Open reading frames and why the frame matters

The same DNA can be read six different ways, and most of them are gibberish. Finding the gene means finding the one frame — on the right strand — that reads cleanly from a start to a stop.

What a reading frame is

Protein-coding DNA is read three bases at a time; each triplet is a codon. Where you start changes everything: begin one base over and every following codon shifts, producing a completely different sequence of amino acids. That gives three possible frames on the forward strand. The reverse-complement strand can also be read in three frames, so there are six reading frames in total.

Start codons, stop codons, and ORFs

Translation starts at a start codon — ATG (methionine) — and continues until it hits an in-frame stop codon: TAA, TAG or TGA. An open reading frame (ORF) is a run from a start codon to the next in-frame stop, long enough to plausibly encode a real protein. A frame full of frequent stops, or with no start, is not coding.

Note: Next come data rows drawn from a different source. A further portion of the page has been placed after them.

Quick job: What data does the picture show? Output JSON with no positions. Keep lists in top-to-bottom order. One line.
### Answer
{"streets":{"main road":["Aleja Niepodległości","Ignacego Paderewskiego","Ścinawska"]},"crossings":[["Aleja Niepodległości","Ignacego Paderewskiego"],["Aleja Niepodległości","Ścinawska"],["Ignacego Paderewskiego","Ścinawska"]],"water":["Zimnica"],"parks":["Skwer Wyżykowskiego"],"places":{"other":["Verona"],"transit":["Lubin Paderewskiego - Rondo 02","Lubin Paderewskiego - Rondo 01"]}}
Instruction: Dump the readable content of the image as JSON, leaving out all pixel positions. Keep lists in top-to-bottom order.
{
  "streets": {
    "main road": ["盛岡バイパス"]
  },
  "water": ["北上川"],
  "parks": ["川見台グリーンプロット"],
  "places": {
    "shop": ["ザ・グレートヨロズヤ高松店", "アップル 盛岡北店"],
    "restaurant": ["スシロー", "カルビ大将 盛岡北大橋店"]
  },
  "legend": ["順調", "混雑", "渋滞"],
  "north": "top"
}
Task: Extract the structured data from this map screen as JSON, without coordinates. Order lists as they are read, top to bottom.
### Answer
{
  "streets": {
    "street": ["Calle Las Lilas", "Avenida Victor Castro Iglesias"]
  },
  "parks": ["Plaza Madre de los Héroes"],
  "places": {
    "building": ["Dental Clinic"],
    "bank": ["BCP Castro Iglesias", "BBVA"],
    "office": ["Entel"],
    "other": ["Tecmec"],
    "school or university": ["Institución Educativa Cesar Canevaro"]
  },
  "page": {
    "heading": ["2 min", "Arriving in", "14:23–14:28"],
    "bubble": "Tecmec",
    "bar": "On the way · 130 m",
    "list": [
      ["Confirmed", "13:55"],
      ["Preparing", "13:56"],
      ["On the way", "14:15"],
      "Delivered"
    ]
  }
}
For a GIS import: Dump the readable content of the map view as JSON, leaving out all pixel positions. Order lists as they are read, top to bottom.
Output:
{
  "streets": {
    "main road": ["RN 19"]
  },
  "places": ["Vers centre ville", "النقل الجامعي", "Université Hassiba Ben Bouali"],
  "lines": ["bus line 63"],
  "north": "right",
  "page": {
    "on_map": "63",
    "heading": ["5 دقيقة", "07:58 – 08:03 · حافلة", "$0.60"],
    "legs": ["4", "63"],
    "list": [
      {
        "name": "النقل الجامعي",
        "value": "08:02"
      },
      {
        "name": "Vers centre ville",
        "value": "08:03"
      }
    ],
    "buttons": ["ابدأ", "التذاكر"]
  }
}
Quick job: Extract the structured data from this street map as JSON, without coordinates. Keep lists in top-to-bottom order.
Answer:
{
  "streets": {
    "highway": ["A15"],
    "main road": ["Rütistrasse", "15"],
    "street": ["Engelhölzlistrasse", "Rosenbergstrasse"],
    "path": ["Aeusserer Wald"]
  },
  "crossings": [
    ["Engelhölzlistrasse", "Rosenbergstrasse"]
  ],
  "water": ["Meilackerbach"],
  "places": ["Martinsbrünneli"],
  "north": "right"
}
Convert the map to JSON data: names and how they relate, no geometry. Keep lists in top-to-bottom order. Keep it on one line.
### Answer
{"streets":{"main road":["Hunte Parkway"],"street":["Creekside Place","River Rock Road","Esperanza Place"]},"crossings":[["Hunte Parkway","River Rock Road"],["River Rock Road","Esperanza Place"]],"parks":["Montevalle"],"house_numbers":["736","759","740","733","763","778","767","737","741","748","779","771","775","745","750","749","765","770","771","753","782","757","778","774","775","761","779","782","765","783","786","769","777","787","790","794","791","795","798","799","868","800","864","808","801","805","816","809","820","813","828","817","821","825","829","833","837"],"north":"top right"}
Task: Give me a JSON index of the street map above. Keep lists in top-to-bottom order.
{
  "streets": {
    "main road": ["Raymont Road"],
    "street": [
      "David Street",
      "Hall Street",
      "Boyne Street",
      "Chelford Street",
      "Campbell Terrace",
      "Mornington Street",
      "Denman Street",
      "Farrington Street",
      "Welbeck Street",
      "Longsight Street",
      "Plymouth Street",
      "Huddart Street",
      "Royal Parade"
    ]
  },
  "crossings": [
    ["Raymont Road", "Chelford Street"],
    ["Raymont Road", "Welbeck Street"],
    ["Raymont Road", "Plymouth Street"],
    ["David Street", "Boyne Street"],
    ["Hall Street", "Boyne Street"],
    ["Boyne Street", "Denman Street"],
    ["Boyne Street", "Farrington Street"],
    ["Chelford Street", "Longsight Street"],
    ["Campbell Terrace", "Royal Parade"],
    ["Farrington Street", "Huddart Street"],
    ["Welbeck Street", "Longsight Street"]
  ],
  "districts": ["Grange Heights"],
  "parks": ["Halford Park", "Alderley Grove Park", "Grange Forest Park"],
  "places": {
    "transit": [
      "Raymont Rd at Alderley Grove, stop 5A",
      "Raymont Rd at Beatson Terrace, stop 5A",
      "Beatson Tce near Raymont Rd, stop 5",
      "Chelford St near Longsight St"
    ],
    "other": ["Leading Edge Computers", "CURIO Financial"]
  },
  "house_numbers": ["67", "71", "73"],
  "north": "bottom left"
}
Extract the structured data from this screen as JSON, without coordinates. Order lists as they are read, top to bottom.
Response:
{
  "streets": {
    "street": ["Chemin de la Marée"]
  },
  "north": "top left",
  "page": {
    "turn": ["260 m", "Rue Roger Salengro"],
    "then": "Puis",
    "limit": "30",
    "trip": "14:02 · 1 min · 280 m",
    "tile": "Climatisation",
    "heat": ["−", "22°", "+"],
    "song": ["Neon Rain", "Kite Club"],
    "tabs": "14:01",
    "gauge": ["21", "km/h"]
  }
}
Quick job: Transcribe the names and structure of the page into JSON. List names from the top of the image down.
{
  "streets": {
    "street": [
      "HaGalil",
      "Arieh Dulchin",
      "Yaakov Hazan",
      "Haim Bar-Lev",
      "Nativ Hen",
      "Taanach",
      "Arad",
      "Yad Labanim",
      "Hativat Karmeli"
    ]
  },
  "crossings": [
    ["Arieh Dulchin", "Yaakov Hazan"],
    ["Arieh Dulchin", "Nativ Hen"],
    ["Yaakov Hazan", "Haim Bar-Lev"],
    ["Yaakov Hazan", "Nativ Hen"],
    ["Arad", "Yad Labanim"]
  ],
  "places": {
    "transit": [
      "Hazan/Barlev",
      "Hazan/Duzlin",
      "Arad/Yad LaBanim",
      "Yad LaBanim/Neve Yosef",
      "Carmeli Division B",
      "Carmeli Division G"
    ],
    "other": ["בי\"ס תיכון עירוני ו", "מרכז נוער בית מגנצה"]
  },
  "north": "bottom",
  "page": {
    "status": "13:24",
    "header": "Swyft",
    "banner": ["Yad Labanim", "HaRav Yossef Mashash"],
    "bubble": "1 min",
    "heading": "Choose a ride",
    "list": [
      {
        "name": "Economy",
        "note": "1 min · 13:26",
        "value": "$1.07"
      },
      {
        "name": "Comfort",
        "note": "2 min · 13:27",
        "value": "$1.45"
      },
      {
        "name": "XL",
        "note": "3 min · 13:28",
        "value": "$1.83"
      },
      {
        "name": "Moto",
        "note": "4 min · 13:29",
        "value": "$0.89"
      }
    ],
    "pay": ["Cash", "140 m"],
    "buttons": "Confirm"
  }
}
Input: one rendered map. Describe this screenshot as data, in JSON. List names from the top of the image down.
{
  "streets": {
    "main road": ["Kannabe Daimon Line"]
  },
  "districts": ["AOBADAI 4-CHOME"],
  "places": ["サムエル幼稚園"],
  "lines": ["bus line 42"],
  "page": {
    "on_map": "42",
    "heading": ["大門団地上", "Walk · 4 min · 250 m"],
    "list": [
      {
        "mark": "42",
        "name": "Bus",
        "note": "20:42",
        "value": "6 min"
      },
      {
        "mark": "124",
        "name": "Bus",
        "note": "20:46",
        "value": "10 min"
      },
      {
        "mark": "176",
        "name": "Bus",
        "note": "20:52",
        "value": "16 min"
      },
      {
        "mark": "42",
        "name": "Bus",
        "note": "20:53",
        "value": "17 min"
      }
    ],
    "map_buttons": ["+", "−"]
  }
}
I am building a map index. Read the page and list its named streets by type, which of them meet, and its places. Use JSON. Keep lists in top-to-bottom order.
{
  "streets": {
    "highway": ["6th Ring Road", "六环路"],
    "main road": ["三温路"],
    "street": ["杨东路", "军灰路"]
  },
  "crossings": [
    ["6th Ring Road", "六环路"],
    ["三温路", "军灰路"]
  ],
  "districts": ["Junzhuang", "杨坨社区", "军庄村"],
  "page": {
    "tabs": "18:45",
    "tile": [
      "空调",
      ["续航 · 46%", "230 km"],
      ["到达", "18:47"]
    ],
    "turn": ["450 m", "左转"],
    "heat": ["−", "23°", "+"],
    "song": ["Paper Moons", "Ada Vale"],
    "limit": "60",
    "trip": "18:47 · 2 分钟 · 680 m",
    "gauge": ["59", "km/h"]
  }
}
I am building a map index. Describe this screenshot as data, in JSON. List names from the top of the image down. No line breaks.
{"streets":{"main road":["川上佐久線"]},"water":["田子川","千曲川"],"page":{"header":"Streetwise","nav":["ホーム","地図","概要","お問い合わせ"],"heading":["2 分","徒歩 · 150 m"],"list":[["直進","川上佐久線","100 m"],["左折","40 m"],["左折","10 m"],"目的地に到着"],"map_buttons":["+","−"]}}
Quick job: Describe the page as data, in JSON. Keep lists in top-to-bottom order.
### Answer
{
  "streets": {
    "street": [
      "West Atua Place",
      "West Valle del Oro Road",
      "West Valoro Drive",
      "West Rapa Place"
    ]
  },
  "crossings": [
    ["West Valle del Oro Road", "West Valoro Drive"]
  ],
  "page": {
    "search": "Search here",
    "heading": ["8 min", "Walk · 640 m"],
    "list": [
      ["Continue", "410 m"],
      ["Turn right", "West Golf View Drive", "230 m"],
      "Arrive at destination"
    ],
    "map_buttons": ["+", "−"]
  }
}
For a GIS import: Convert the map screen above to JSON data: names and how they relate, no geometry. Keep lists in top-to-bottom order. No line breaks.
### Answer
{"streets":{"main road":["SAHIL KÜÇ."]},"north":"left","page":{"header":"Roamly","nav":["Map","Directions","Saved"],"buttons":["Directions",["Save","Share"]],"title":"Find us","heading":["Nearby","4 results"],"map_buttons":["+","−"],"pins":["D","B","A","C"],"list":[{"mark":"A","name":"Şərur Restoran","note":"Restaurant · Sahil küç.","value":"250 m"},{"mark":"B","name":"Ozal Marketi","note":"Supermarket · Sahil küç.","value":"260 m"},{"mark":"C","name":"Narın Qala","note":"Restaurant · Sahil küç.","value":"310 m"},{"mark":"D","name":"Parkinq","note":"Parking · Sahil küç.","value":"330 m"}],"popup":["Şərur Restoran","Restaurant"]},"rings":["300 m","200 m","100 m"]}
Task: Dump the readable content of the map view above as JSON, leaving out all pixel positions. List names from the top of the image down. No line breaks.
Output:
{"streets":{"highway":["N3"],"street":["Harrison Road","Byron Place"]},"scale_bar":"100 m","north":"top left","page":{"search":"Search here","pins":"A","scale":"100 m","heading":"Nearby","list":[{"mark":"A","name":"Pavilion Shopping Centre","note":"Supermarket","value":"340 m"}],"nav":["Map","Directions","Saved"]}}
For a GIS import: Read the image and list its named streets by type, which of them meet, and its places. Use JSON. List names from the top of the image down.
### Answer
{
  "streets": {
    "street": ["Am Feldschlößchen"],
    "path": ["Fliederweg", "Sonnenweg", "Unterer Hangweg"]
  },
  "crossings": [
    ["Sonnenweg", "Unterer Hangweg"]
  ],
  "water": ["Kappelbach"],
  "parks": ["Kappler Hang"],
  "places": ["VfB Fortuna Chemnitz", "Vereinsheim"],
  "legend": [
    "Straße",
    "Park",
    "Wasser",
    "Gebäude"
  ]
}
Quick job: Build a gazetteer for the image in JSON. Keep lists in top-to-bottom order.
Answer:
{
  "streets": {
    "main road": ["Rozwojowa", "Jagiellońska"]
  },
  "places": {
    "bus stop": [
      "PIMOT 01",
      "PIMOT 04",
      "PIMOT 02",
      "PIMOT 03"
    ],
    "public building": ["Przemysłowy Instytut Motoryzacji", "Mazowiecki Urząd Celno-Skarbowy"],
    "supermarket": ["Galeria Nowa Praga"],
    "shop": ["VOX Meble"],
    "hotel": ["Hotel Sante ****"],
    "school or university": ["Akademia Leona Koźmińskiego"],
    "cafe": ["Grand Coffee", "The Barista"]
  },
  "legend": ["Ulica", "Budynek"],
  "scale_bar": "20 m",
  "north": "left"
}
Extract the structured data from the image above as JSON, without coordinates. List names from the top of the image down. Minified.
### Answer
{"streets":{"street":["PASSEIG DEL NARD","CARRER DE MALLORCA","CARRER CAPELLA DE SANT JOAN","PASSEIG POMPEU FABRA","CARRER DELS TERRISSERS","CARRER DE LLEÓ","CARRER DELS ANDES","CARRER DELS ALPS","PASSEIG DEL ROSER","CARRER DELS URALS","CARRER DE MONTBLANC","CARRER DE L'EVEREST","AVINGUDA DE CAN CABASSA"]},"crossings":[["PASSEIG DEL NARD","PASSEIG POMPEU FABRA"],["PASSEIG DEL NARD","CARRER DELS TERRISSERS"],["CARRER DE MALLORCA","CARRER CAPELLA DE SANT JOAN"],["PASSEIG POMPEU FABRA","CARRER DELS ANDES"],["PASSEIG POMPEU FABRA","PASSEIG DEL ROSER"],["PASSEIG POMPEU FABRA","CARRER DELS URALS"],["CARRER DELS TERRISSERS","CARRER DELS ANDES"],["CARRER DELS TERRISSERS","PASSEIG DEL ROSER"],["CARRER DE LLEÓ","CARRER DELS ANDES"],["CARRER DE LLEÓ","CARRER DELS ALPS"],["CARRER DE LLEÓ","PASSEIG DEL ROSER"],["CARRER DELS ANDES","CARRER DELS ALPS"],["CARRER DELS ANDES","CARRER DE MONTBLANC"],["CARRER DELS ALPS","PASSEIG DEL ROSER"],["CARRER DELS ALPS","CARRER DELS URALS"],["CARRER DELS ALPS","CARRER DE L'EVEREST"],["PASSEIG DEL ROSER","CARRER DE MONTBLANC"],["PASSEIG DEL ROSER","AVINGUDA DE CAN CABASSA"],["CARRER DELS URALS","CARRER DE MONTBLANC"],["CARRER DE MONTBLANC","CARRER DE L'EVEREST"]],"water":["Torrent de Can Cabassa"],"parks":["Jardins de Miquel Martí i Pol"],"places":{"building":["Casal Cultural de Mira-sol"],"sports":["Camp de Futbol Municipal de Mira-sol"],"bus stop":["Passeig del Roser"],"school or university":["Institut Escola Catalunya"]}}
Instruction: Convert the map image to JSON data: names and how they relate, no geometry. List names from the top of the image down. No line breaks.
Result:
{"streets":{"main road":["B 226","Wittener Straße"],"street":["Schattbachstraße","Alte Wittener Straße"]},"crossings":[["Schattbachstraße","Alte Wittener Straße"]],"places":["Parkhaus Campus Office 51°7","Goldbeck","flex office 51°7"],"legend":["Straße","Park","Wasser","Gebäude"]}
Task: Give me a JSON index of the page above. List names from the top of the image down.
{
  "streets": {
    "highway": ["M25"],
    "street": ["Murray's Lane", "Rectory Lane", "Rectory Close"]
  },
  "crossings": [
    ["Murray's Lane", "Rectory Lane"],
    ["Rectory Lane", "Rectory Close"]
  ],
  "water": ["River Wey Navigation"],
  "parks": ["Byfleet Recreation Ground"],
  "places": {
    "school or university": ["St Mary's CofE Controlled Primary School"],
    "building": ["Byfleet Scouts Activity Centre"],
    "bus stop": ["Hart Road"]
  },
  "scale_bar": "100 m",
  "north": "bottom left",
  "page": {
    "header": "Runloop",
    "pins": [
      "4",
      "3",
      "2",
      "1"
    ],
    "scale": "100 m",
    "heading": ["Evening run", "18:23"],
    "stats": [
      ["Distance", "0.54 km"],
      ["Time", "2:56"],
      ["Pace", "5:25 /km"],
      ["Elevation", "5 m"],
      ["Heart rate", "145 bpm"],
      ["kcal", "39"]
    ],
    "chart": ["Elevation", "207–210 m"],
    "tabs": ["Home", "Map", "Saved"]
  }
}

Why one frame isn’t enough to check

Because a one-base shift rewrites every codon, checking a single frame — or only the forward strand — can completely miss the real gene. A meaningful sequence in one frame becomes nonsense in the next, and plenty of genes sit on the reverse strand. So you scan all six.

A worked example

Take the short sequence ATGAAATAG. Read in the first frame it splits as:

ATG · AAA · TAG → Met · Lys · stop

That is a clean little ORF — a start, one coding codon, and a stop (protein “MK”). Now shift the reading frame by a single base and read from the second position:

A · TGA · AAT · AG → (TGA is a stop; no ATG to start)

The very first full codon in the shifted frame, TGA, is a stop, and there is no ATG to open a frame at all — so the same nine bases encode nothing in this frame. One base of offset turned a tidy ORF into noise, which is exactly why the frame (and the strand) has to be right.